Dataset section start

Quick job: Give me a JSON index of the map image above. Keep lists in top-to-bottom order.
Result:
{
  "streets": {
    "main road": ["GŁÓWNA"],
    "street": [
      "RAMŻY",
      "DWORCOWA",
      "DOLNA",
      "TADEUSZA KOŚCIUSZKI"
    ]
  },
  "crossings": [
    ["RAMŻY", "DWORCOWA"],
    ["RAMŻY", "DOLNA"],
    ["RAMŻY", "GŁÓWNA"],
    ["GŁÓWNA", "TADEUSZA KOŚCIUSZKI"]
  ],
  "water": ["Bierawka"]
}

Dataset section end

Task requirements: Once more, write out all of the entries above exactly.

Reply to the exercise:
Quick job: Give me a JSON index of the map image above. Keep lists in top-to-bottom order.
Result:
{
  "streets": {
    "main road": ["GŁÓWNA"],
    "street": [
      "RAMŻY",
      "DWORCOWA",
      "DOLNA",
      "TADEUSZA KOŚCIUSZKI"
    ]
  },
  "crossings": [
    ["RAMŻY", "DWORCOWA"],
    ["RAMŻY", "DOLNA"],
    ["RAMŻY", "GŁÓWNA"],
    ["GŁÓWNA", "TADEUSZA KOŚCIUSZKI"]
  ],
  "water": ["Bierawka"]
}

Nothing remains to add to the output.